I got Saved on Tuesday. I had to make sure I got that out of the way, in case I fell off a cliff or something. It wasn’t official until I got baptized back in my hometown later that summer. (I had to wear white pants. In a hot tub. With my preacher. In front of God and everybody. Literally. Was I the only person who noticed the faux pas? To this day, I hope so, because that water was very warm.) I think a lot of people were surprised that a 12 year old could have committed so much sin, proving that, contrary to what I often believed, they couldn’t read my mind. They obviously didn’t know about the special sleepovers that had been going on for a year or so or what I thought about every time I saw a cute guy my age or a little older (not too old – like 17 – I mean, that was ANCIENT). But I knew what I’d been thinking and doing, and I knew that I was a very dirty little boy.

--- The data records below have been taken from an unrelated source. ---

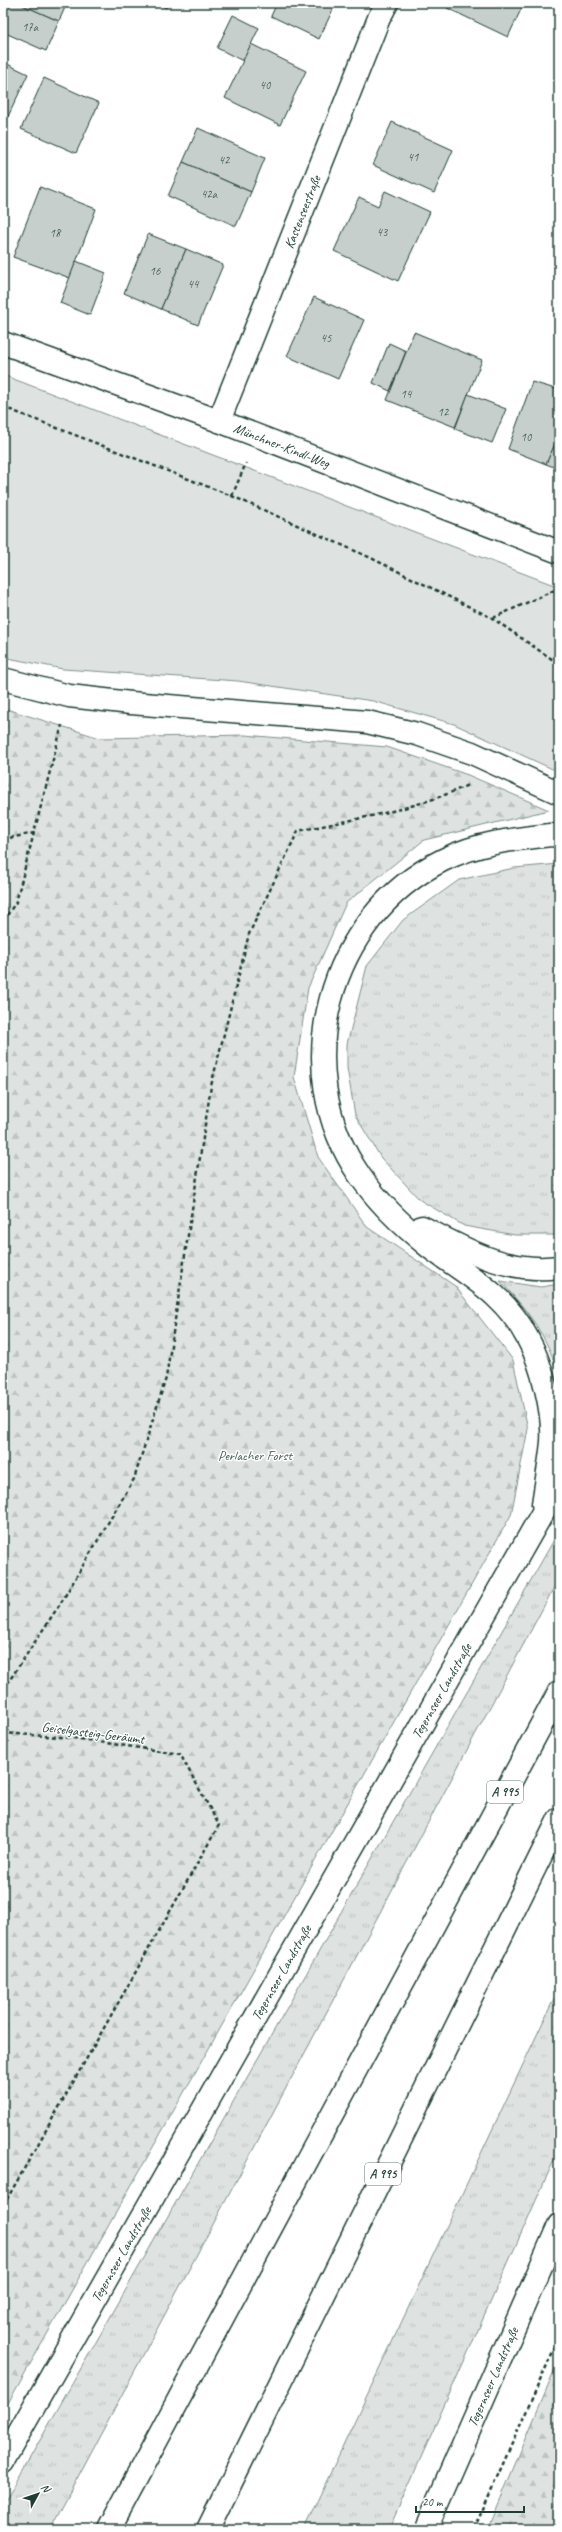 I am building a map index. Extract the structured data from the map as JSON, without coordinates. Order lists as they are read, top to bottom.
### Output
{
  "streets": {
    "main road": [
      "Kastenseestraße",
      "Münchner-Kindl-Weg",
      "Tegernseer Landstraße",
      "A 995"
    ],
    "path": ["Geiselgasteig-Geräumt"]
  },
  "crossings": [
    ["Kastenseestraße", "Münchner-Kindl-Weg"]
  ],
  "parks": ["Perlacher Forst"],
  "house_numbers": [
    "17a",
    "40",
    "41",
    "42",
    "42a",
    "43",
    "18",
    "16",
    "44",
    "45",
    "14",
    "12",
    "10"
  ],
  "scale_bar": "20 m",
  "north": "top right"
}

I was tickled pink to be surrounded by cute boys. Really cute boys. And they were kinda bad boys, in a Missouri Bootheel/Southern Baptist/14-year-old way. They cussed (I heard one say “hell”) and listened to Ozzy Osbourne – stuff I couldn’t imagine doing. At 12 years old, I wasn’t allowed to say “fart” – I had to say “poot” – and I couldn’t tell someone to shut up, no matter how mean they were.
God was tempting me, just like he had done to Jesus, only I was failing miserably. Every time one of them glanced at me, I’d start humming “Just As I Am” in an attempt to wash my mind of its sinful thoughts. And man, were those thoughts sinful. I knew exactly what I wanted to do those boys and what I wanted them to do to me and where I wanted us to do it and how many times I wanted us to do it and which outfits I wanted them to wear while we were doing it. I was even beginning to think about lighting schemes and background music (maybe a little Marvin Gaye – or Duran Duran).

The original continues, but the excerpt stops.